| MATERIAL TO PROCESS |
= = = =

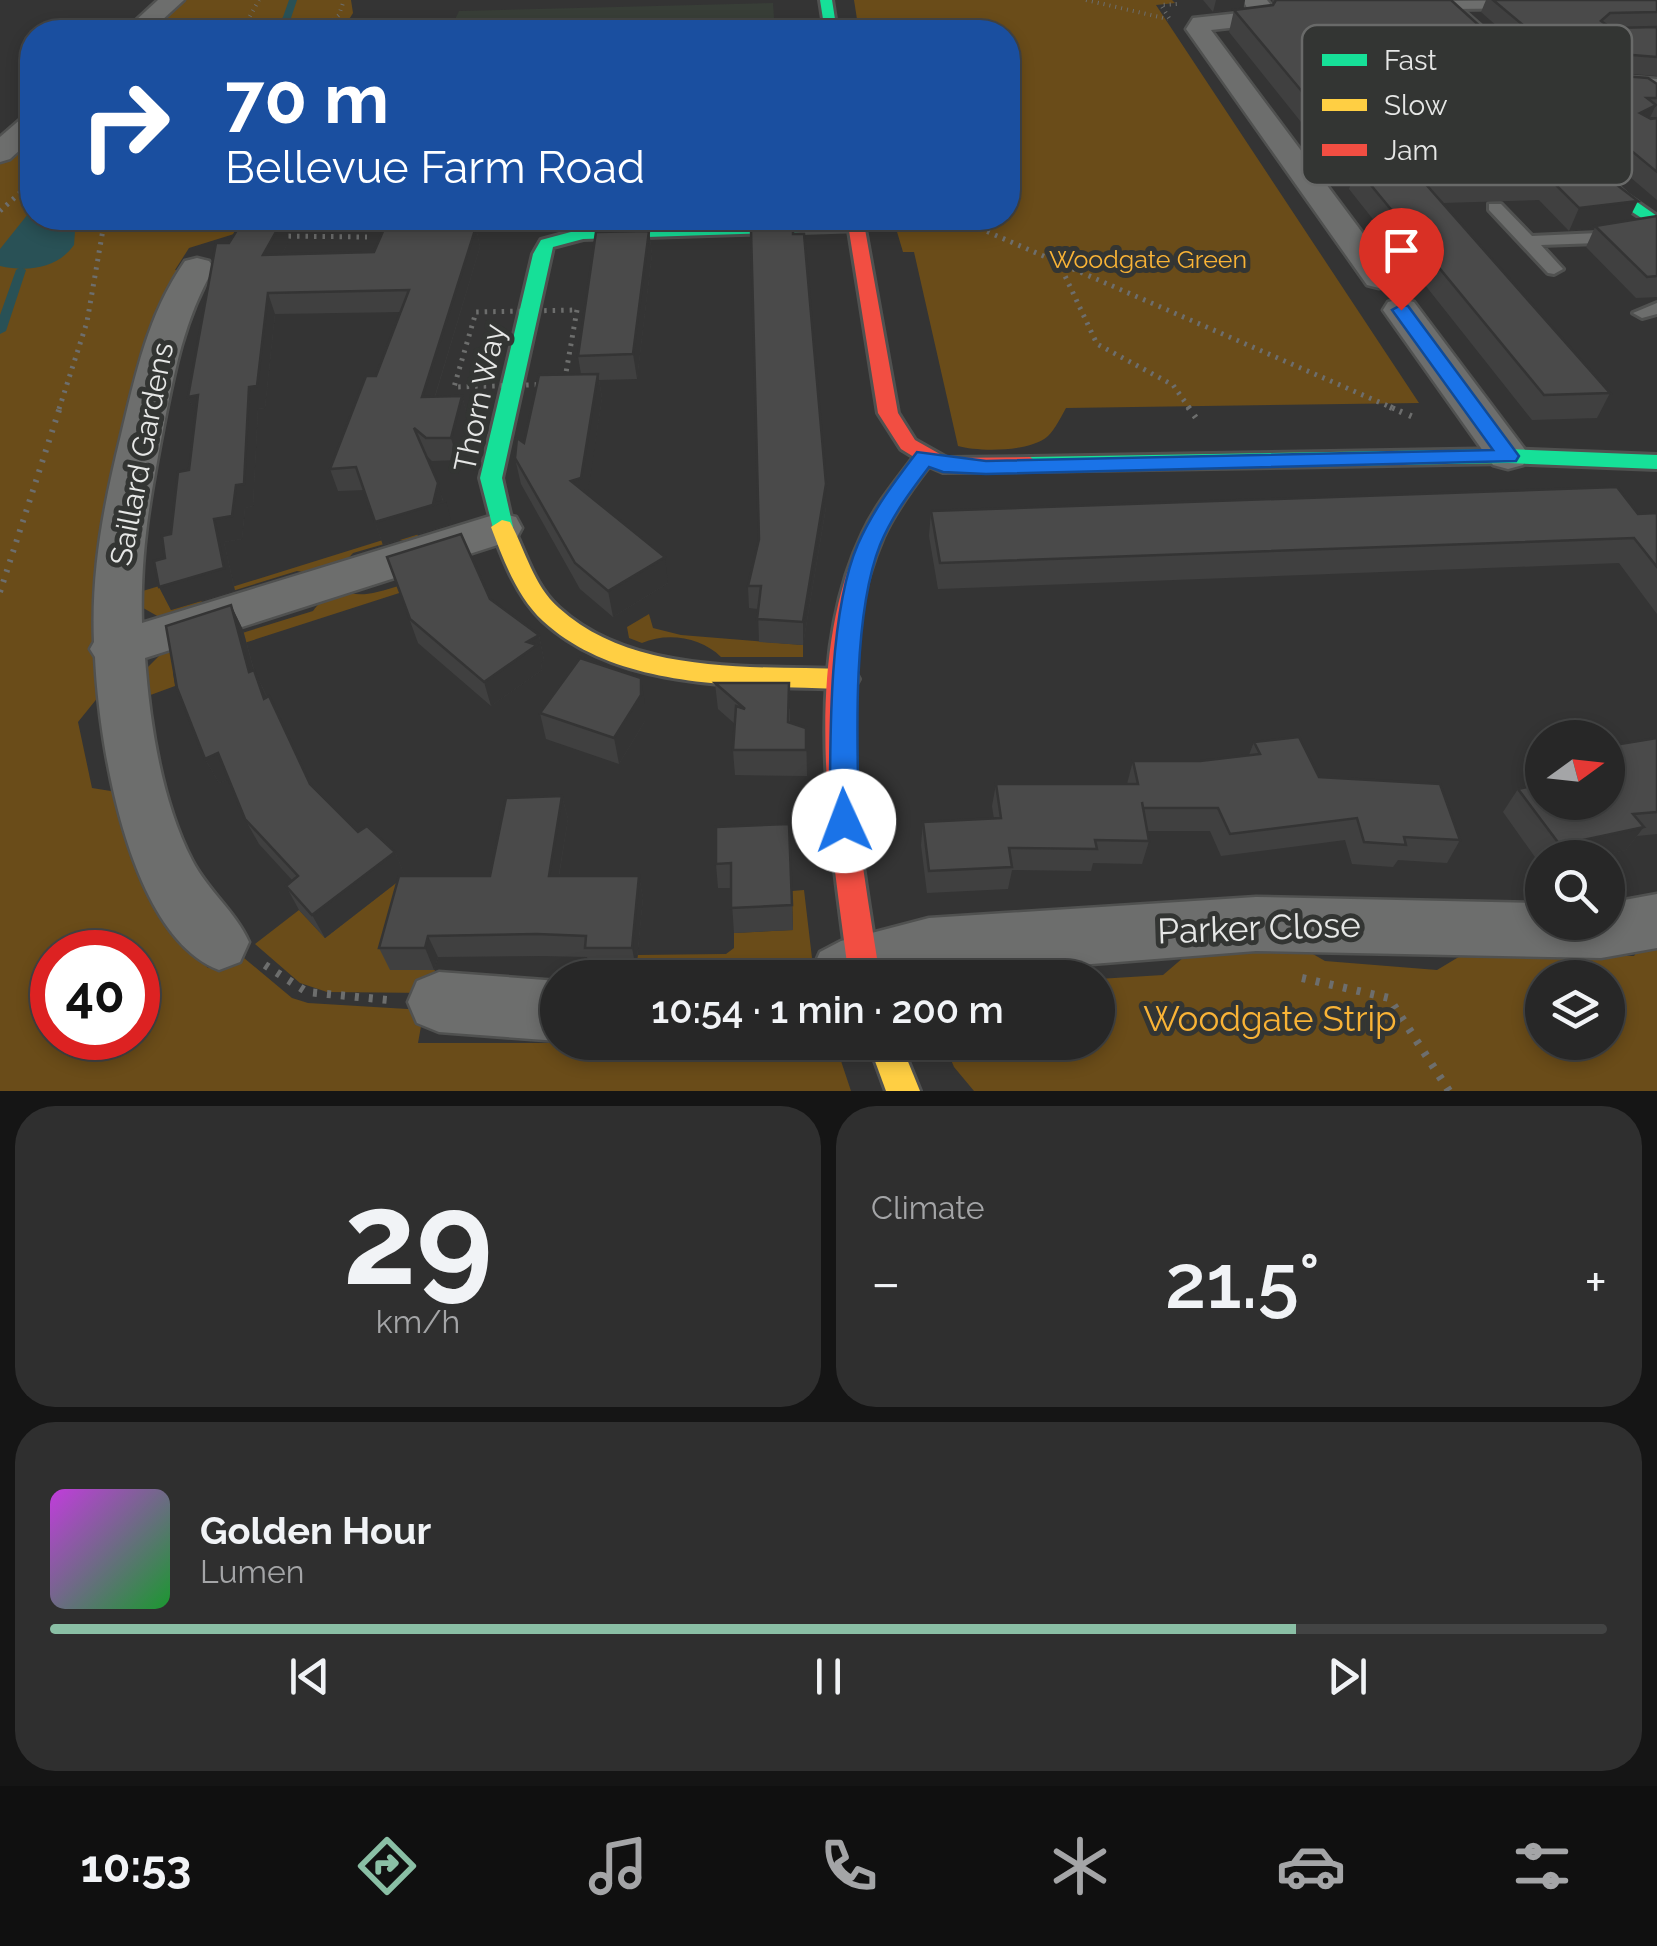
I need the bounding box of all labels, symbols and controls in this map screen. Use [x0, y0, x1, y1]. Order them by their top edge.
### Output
legend [1302, 25, 1632, 185]
text: Fast [1384, 44, 1437, 77]
text: 70 m [225, 57, 389, 139]
icon: right [60, 60, 190, 190]
text: Slow [1384, 89, 1448, 122]
text: Jam [1384, 134, 1438, 167]
text: Bellevue Farm Road [225, 141, 645, 194]
pin [1359, 208, 1444, 311]
icon: arrive [1374, 223, 1429, 278]
park label: Woodgate Green [1049, 244, 1247, 274]
street label: Thorn Way [447, 321, 512, 475]
street label: Saillard Gardens [103, 339, 180, 568]
north arrow [1525, 720, 1625, 820]
map controls [1525, 720, 1625, 1060]
position arrow [792, 769, 896, 873]
button: search [1525, 840, 1625, 940]
street label: Parker Close [1157, 903, 1361, 952]
speed limit sign: 40 [30, 930, 160, 1060]
button: layers [1525, 960, 1625, 1060]
text: 10:54 · 1 min · 200 m [651, 987, 1004, 1032]
park label: Woodgate Strip [1143, 998, 1397, 1039]
text: 29 [343, 1162, 493, 1314]
text: Climate [871, 1189, 985, 1226]
text: 21.5° [1165, 1237, 1320, 1326]
text: − [871, 1250, 901, 1315]
text: + [1584, 1250, 1607, 1315]
text: km/h [376, 1303, 460, 1340]
text: Golden Hour [200, 1508, 431, 1553]
text: Lumen [200, 1553, 304, 1590]
icon: previous [282, 1649, 337, 1704]
icon: pause [801, 1649, 856, 1704]
icon: next [1320, 1649, 1375, 1704]
icon: directions [352, 1831, 422, 1901]
icon: music [583, 1831, 653, 1901]
icon: phone [814, 1831, 884, 1901]
icon: climate [1045, 1831, 1115, 1901]
icon: car [1276, 1831, 1346, 1901]
icon: filters [1507, 1831, 1577, 1901]
text: 10:53 [80, 1840, 191, 1893]

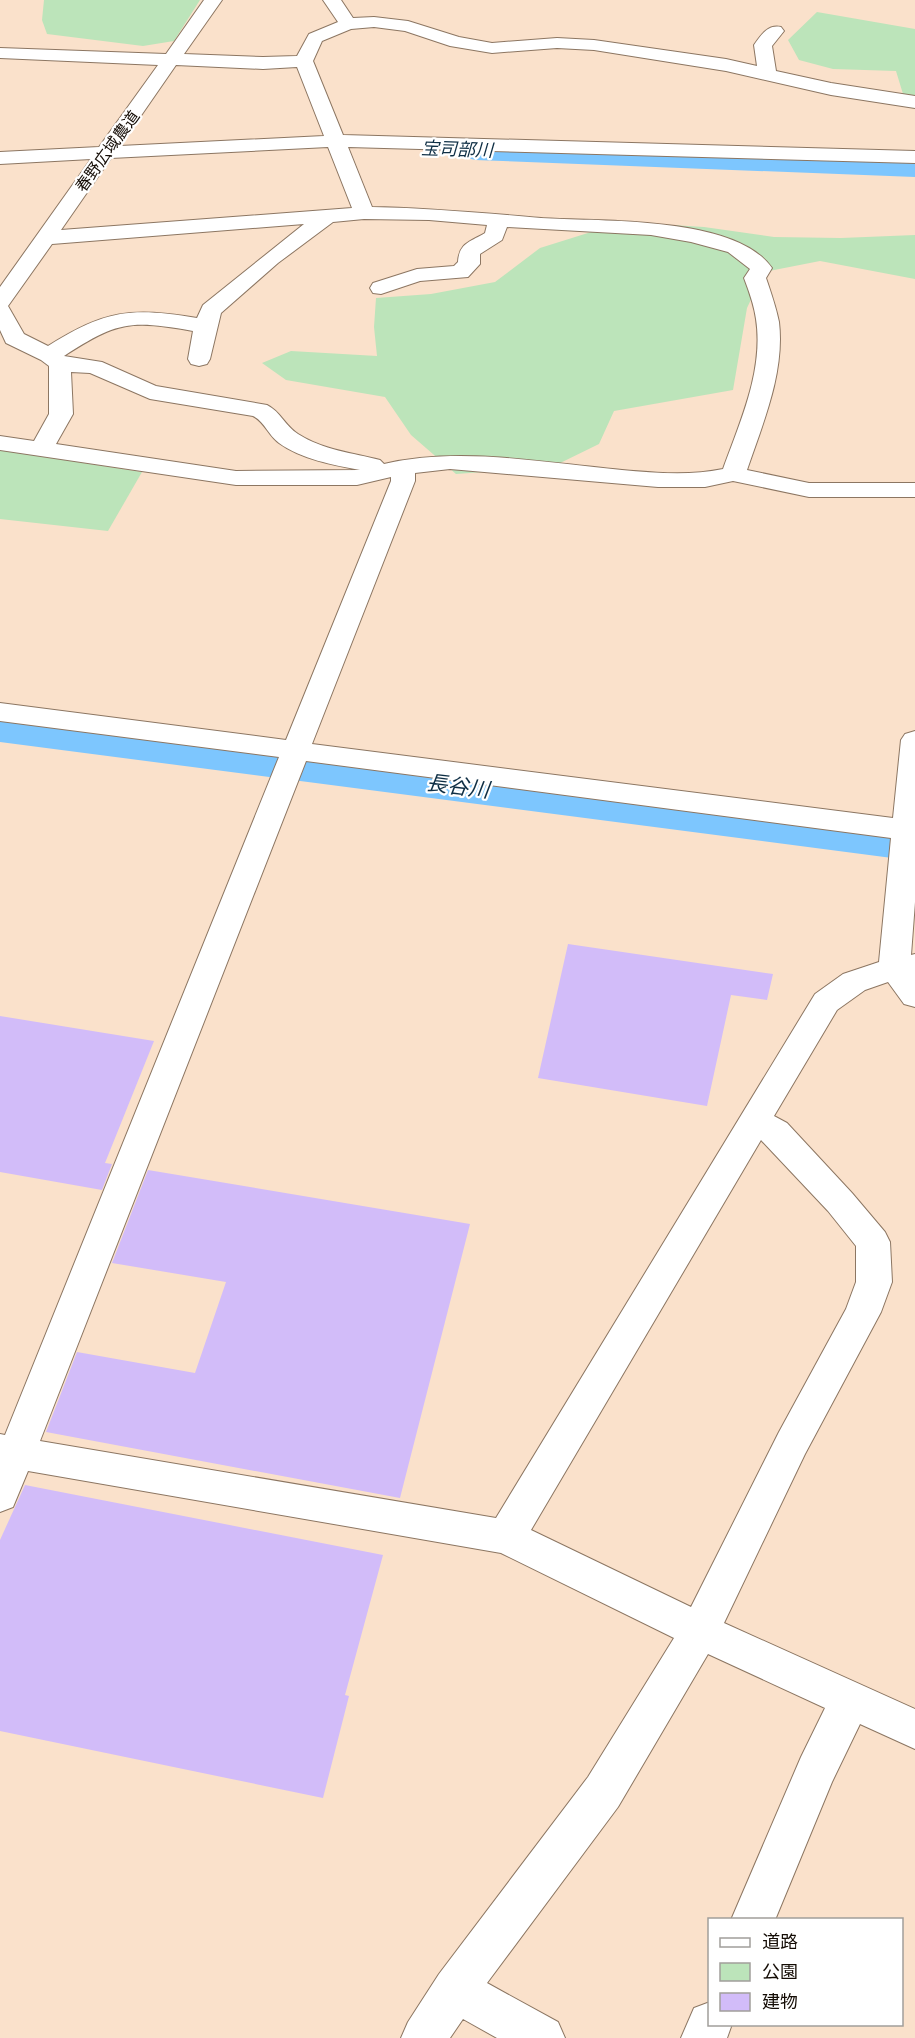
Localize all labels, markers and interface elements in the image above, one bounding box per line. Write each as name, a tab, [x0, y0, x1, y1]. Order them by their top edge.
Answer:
street label: 春野広域農道	[71, 106, 143, 196]
water label: 宝司部川	[421, 136, 495, 162]
water label: 長谷川	[425, 769, 493, 803]
legend	[708, 1918, 903, 2026]
text: 道路	[762, 1930, 798, 1953]
text: 公園	[762, 1960, 798, 1983]
text: 建物	[762, 1990, 798, 2013]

= = = =

| DIRECTIONS |
What the answer should hold is an exact copy of each line from the one containing "Localize all labels, markers" to the final line of the listing above.

| SOLUTION |
Localize all labels, markers and interface elements in the image above, one bounding box per line. Write each as name, a tab, [x0, y0, x1, y1]. Order them by their top edge.
Answer:
street label: 春野広域農道	[71, 106, 143, 196]
water label: 宝司部川	[421, 136, 495, 162]
water label: 長谷川	[425, 769, 493, 803]
legend	[708, 1918, 903, 2026]
text: 道路	[762, 1930, 798, 1953]
text: 公園	[762, 1960, 798, 1983]
text: 建物	[762, 1990, 798, 2013]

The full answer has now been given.